Talk to your doctor and ask about intermittent fasting. You shouldn’t do it without their approval, but if they give you the all-clear, it can be a great way to shed some pounds.
7. Shine a Light on Hidden Carbs
Hidden carbs are the carbs that you don’t expect to see on a nutritional label. They can be found even in healthy foods that are good for you in other ways!
For example, yogurt is a source of hidden carbs. This is especially true in flavored yogurts that come with a lot of additives to mask their naturally tart taste. There are also sneaky, little-known carbs in baked beans, tomato sauce, barbecue sauce, ranch dressing, and protein bars.
You’ll have to decide for yourself if these carb-heavy foods are worth the trade-off for their other health benefits!
8. Utilize MCTs
Medium-chain triglycerides (MCTs) are man-made fats that help with ketone production. As you might be able to tell from the name, ketones are a good thing in a keto diet.

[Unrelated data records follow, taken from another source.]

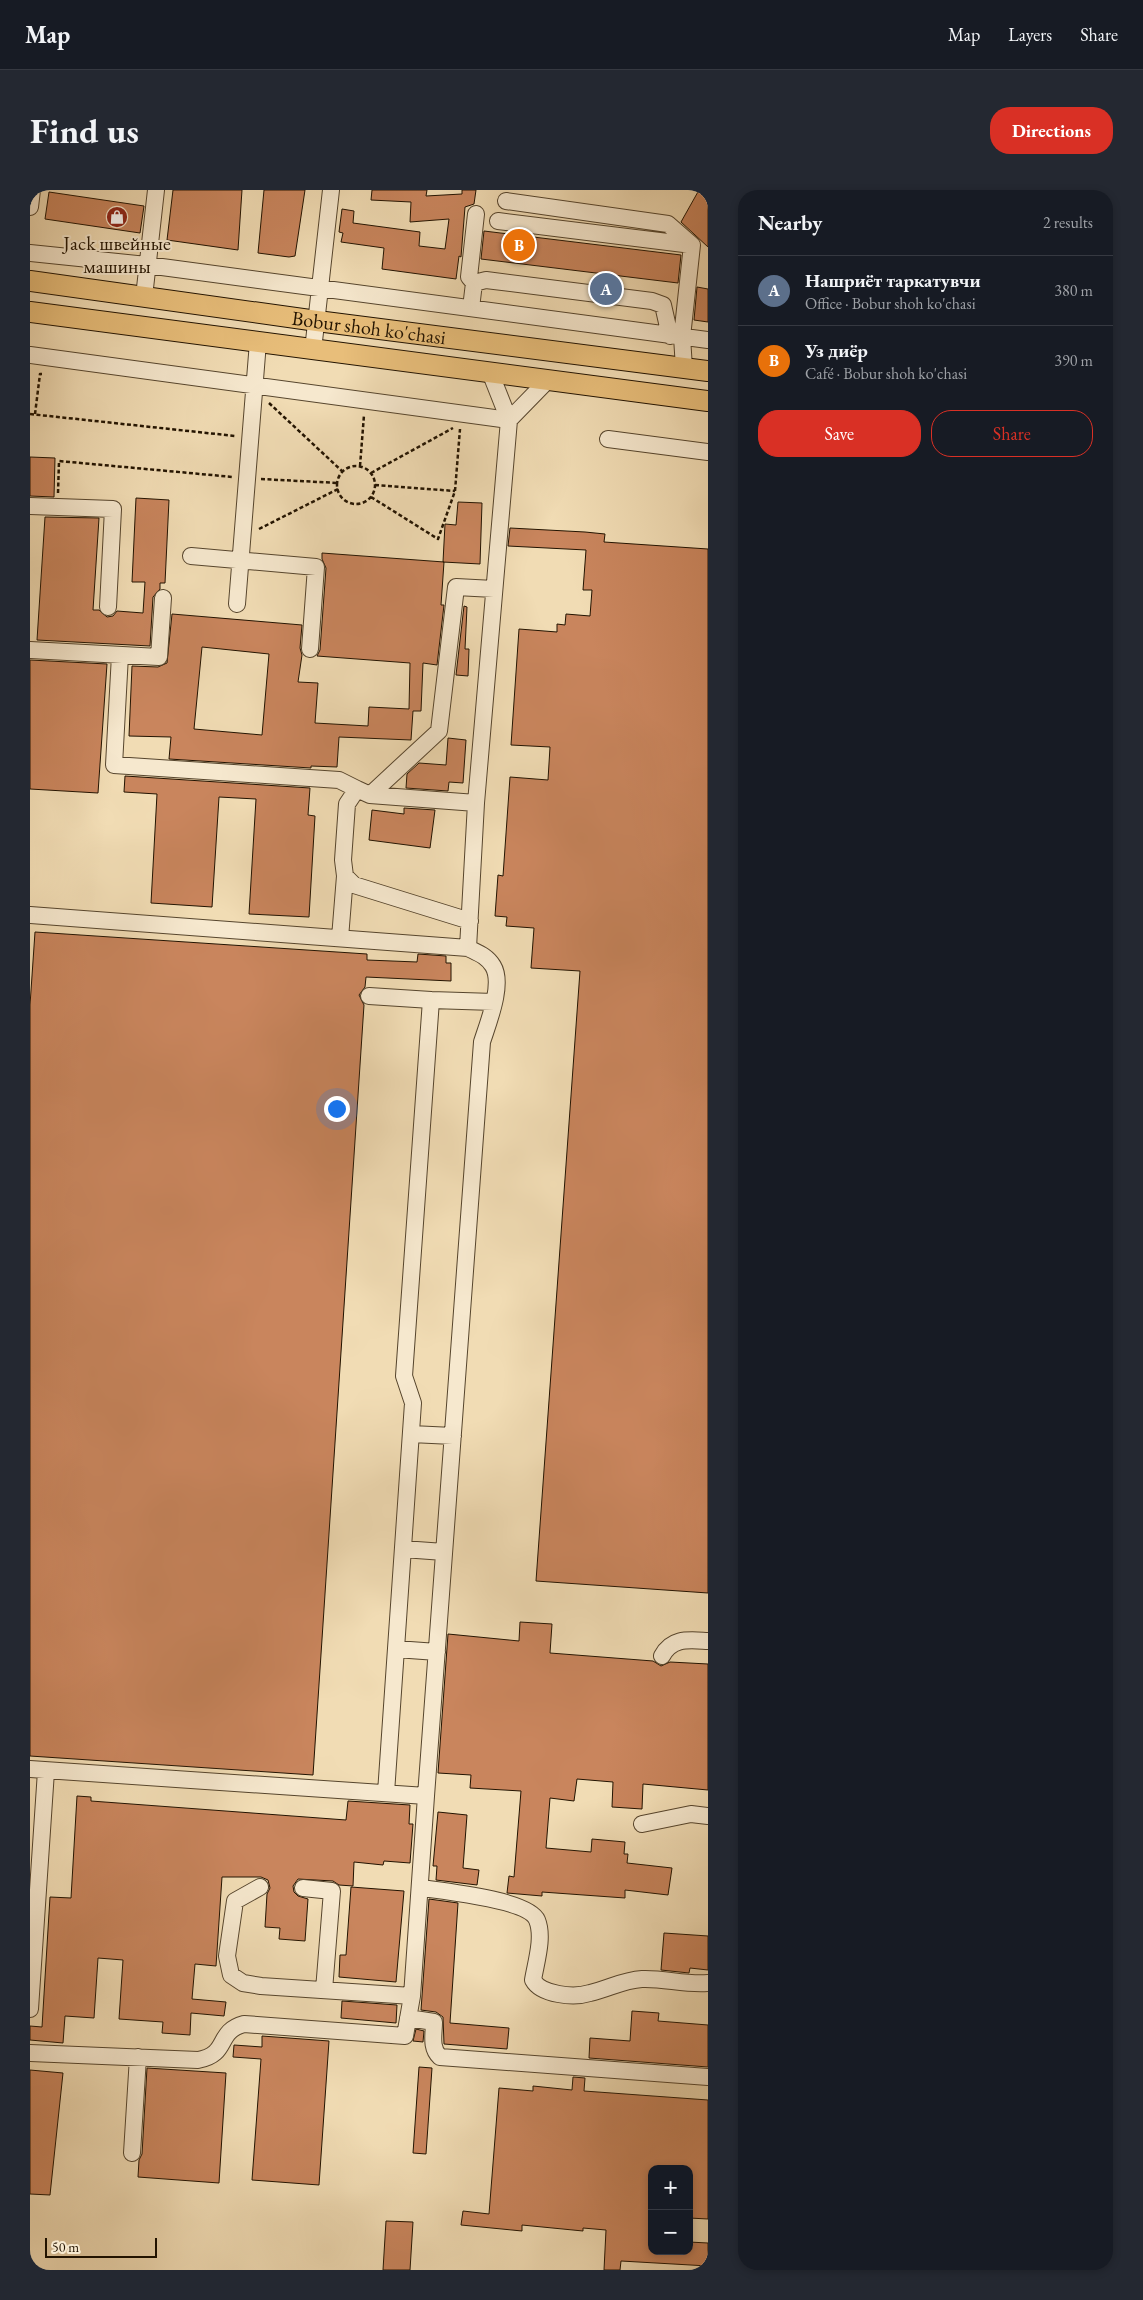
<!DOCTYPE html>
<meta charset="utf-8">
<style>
:root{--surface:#171b24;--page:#242831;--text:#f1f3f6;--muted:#9ea1a6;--line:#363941;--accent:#d93025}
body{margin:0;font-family:"EB Garamond",serif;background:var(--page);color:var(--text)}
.controls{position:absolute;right:15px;bottom:15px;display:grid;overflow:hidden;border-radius:10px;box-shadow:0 2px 8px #0003}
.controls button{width:45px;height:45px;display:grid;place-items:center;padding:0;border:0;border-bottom:1px solid var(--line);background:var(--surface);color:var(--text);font:25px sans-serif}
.scale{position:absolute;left:15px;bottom:12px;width:112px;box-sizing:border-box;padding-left:5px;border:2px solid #221300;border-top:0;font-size:14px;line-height:18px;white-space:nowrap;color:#221300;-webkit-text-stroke:4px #f6e8ce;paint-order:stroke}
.you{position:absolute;left:306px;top:918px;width:18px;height:18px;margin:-12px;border:4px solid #fff;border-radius:50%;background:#1a73e8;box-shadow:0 0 0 8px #1a73e833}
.badge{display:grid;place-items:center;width:32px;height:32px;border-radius:50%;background:var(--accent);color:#fff;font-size:16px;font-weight:700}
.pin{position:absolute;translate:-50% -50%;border:2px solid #fff;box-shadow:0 1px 5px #0006}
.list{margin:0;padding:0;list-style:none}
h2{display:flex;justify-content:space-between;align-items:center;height:65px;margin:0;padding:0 20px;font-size:21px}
h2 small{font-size:16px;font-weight:400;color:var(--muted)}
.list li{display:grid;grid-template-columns:32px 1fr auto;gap:15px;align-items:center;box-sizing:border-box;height:70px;padding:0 20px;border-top:1px solid var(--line)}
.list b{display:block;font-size:19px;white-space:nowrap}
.list p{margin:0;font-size:16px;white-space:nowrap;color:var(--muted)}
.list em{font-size:16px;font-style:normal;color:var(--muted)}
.actions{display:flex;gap:10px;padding:15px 20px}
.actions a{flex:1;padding:11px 0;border:1px solid var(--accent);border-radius:20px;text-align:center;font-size:18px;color:var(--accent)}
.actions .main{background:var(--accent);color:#fff}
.map{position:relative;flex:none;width:678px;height:2080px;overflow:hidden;border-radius:20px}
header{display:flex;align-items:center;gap:30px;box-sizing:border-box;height:70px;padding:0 25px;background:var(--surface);border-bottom:1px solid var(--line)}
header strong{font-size:24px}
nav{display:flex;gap:28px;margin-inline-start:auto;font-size:18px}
.intro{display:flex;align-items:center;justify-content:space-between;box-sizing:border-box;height:120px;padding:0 30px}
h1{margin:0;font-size:35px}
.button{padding:12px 22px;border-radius:20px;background:var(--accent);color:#fff;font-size:18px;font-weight:700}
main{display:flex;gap:30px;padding:0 30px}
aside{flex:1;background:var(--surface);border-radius:20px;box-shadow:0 2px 8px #0003}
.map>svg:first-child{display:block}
.building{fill:#c9855d;stroke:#221300;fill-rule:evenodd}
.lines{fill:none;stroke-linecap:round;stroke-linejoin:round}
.minor-casing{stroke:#56452d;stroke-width:18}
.major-casing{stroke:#221300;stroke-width:22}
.path{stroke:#221300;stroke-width:2.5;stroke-dasharray:4 2.5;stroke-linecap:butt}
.minor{stroke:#f6e8ce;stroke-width:16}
.major{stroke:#e8be7a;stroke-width:20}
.labels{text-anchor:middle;stroke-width:4;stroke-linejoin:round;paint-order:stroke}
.poi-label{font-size:20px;fill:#221300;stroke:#f6e8ce}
.street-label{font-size:20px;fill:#221300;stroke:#f6e8ce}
</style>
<header>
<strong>Map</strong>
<nav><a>Map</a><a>Layers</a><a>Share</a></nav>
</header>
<div class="intro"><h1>Find us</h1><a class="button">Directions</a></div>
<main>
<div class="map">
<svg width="678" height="2080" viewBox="0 0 678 2080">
<rect width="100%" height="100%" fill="#f1dcb4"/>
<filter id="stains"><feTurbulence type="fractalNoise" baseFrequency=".004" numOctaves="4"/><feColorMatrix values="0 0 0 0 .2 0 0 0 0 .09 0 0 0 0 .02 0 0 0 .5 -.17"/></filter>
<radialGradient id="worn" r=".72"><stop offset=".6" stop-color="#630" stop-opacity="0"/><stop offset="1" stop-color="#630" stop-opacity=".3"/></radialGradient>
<path class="building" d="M143 0H212L208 60 137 50Z
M234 0H275L265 66 259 67 228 63Z
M342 0H397L396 6 432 4V0H446L444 14 435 17 431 67 429 66 426 89 352 79 354 58 311 52 313 43 309 42 312 19 324 21 323 33 390 42 389 56 415 59 419 29 380 32 381 12 341 10Z
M669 0H678V57L651 32Z
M19 2 114 16 110 43 15 29Z
M454 41 651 65 648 93 451 69Z
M667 97 678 99V132L664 130Z
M0 267 25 268 24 307 0 306Z
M106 308 139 310 135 393H130V399L123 407 120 456 7 450 15 327 69 328 63 420H69L77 427 83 426 87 421 113 423 115 392H102Z
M428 312 452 313 450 374 413 372 415 334 426 335Z
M480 338 555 342 575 344 574 352 678 359V1403L506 1391 550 781 501 778 504 738 476 736 477 727 465 726 468 685 473 686 480 587 518 590 520 557 481 555 489 439 527 442V434L535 435 536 424 560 426 562 400H553L556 360 478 356Z
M292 363 414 372 411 415H414L407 475 393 473 391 521H383L381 550 309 547 307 577 281 576V578L139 569 141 547 99 546 102 476 128 477 137 473 142 424 272 435 270 458 272 465 268 492 288 493 285 533 338 536 339 517 379 519 380 473 287 466 290 460 296 378 292 369ZM172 457 239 464 232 545 164 539Z
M434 416 437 417 435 459H439L438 486 426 485Z
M0 470 77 474 68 603 0 599Z
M418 548 436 550 433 593 419 592 418 601 376 598 377 584 389 573 416 575Z
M95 586 280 598 278 625 285 626 279 727 219 724 226 609 189 607 182 717 121 713 127 604 94 602Z
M374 618 405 620 400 658 339 650 342 620 374 624Z
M5 742 337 764V770L387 772 388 764 416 766V773H421V791L336 787 335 797 329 805 334 815 283 1585 0 1566V815Z
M490 1432 522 1434 520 1463 623 1471 631 1476 640 1472 678 1474V1600L613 1594 612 1619 582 1617 583 1592 547 1589 544 1611 520 1608 516 1658 561 1662 562 1649 595 1652 594 1664H598L597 1673 642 1678 638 1705 595 1700V1708L512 1702V1706L477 1703 479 1686 484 1687 491 1601 440 1598 441 1585 408 1583 418 1444 489 1451Z
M47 1606 61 1607V1611L316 1630 318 1611 380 1615 379 1634H383L380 1673 354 1671 353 1675 324 1672 323 1696 309 1695 303 1691 268 1689 263 1696 264 1702 268 1706 278 1709 275 1751 249 1749 250 1738 235 1737 237 1704 240 1698 238 1690 231 1687H192L186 1776 165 1774 162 1809 196 1812 194 1826 161 1823 160 1845 132 1843 133 1832 89 1829 93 1770 68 1768 64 1828 35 1826 33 1853 0 1850V1836L12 1837 20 1707 41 1708Z
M408 1622 437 1625 433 1678 449 1680 447 1695 406 1690 407 1676H403Z
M321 1697 374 1701 366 1792 309 1787 310 1765H316Z
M399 1709 428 1713 420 1833 479 1838 477 1859 414 1854 413 1827 406 1822 391 1820Z
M634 1743 678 1746V1780L660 1778 659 1783 631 1780Z
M312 1811 367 1815 366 1833 311 1828Z
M602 1821 629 1823 628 1831 678 1835V1877L559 1868 560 1848 600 1851Z
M386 1839 394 1841 393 1852 383 1851Z
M232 1846 299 1851 289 1995 222 1990 231 1869 203 1867 204 1855 232 1857Z
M389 1877 402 1878 396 1964 383 1963Z
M117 1878 196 1883 189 1993 108 1987 109 1970 112 1964Z
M0 1880 33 1883 20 2005 0 2004Z
M543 1887 555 1888 554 1901 678 1910V2029L659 2028V1979H622V2061H659V2052L678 2053V2076L591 2071 590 2080H574L576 2040 553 2038V2041L492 2035V2041L431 2035 433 2021 459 2024 469 1898 503 1901V1896L542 1900Z
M356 2031 383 2032 380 2080H353Z"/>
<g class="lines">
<g class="minor-casing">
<path id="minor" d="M476 11 638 34 662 55 652 147 654 178
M0 17 2 0
M468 31 662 55
M0 63 117 75 678 150
M444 93 439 87 446 24
M114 107 126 0
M441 118 444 93 456 90 622 111 633 115 640 146
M283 160 301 0
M0 165 479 230
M479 230 518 190
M578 249 678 262
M0 316 83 319 78 417
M161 366 286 377 280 459
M207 414 228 152
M0 460 129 467 133 408
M90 465 84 575 309 590 327 599
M340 605 409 541 426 397 464 399
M0 725 438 758C448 763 457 766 463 776 474 794 458 833 452 852L396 1606 0 1579
M440 731 324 695 315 686 313 670 317 614 327 599 340 605 446 613
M310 748 315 686
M438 758 446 613 479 230 460 182
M339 806 401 810
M381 1244 423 1246
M373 1359 414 1362
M366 1459 407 1462
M632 1466C642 1447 659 1450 678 1451
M356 1603 383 1213 374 1186 401 810 464 812
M612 1634 661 1624 678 1626
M230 1697 205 1711 197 1766 201 1785 213 1793 231 1796 382 1806
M273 1698 302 1701 294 1800
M391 1698C412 1701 499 1710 507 1730 514 1747 506 1772 503 1790 511 1805 544 1808 560 1803 578 1799 593 1790 612 1789 634 1788 655 1795 678 1793
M0 1819 16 1581
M378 1828 404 1832C404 1844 400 1858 410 1867L678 1887
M0 1863 168 1870C200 1864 185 1842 214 1834L375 1846 382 1806 396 1606
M102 1963 108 1867"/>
</g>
<g class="major-casing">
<g id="major">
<path id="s1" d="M0 91 287 131 678 181"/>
<path d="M0 122 678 211"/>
</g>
</g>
<path class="path" d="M239 213 313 282
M0 224 205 246
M5 224 10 184H12
M330 276 334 225
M307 295a19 19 0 1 1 38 0a19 19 0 1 1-38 0Z
M341 283 423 238
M231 289 308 293
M345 295 425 301
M28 303 29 271 203 287
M341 307 408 349 425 301 430 239
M229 339 308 299"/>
<use href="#minor" class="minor"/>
<use href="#major" class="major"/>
</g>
<defs>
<g id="shop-disc" transform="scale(1.125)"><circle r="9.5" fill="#8f2418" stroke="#f6e8ce"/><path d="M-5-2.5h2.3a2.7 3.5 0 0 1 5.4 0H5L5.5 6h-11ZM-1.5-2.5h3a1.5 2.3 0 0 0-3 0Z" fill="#fff"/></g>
</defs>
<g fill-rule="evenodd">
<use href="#shop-disc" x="87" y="27"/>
</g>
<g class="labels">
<g class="poi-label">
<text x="87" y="60">Jack швейные<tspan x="87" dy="23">машины</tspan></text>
</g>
<g class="street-label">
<text dy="7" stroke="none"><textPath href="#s1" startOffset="342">Bobur shoh ko'chasi</textPath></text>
</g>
</g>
<rect width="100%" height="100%" filter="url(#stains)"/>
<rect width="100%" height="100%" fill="url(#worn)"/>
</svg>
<div class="controls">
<button>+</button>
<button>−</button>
</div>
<div class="scale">50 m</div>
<div class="you"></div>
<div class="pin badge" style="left:576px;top:99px;background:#5c6f8a">A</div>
<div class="pin badge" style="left:489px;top:55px;background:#e8710a">B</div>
</div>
<aside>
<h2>Nearby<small>2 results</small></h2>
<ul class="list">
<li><span class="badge" style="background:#5c6f8a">A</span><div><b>Нашриёт таркатувчи</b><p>Office · Bobur shoh ko'chasi</p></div><em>380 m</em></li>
<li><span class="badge" style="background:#e8710a">B</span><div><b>Уз диёр</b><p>Café · Bobur shoh ko'chasi</p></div><em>390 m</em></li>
</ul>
<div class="actions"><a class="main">Save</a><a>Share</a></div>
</aside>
</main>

There are many ways that you can incorporate MCTs into your everyday life:
- MCT oils. These are consumable oils that you can add to tea, coffee, and other drinks. It isn’t recommended that you cook with them; they have a low smoke point, so they’ll start breaking down and losing their efficacy around 320°F.
- MCT powders. These powders are like other supplement powders. Add them to smoothies; sprinkle them over oatmeal; dissolve them in hot drinks.
- Products that include MCTs. These products aren’t necessarily “MCT products,” but they contain the same compounds and will have the same health benefits. For example, coconut oil can be used almost interchangeably with MCT oil, and you can cook with it to boot.
Long story short, MCTs are a good thing in a keto diet, and they’re worth hacking your diet to include them!
9. Steal From Other Diets
Keto diets are compatible with many other diets, and you can cherry-pick the best parts of complimentary meal plans to improve your ketogenic experience.
For example, since keto diets remove wheat products from your diet, many keto recipes are also gluten-free by default. You can invest in some gluten-free cookbooks to keep your dinner ideas from getting stale.
Keto diets can also be vegan or vegetarian. They encourage you to eat veggies, nuts, seeds, and other natural products, so you can easily experiment with vegetarianism while on a ketogenic diet.
10. Look Into Exogenous Ketones
“Exogenous ketones” is a mouthful, but it’s actually a simple thing. Endogenous ketones are produced inside of your body; exogenous ketones are supplied from the outside. So “exogenous ketones” is just a fancy way of saying “ketones that you get from external sources.”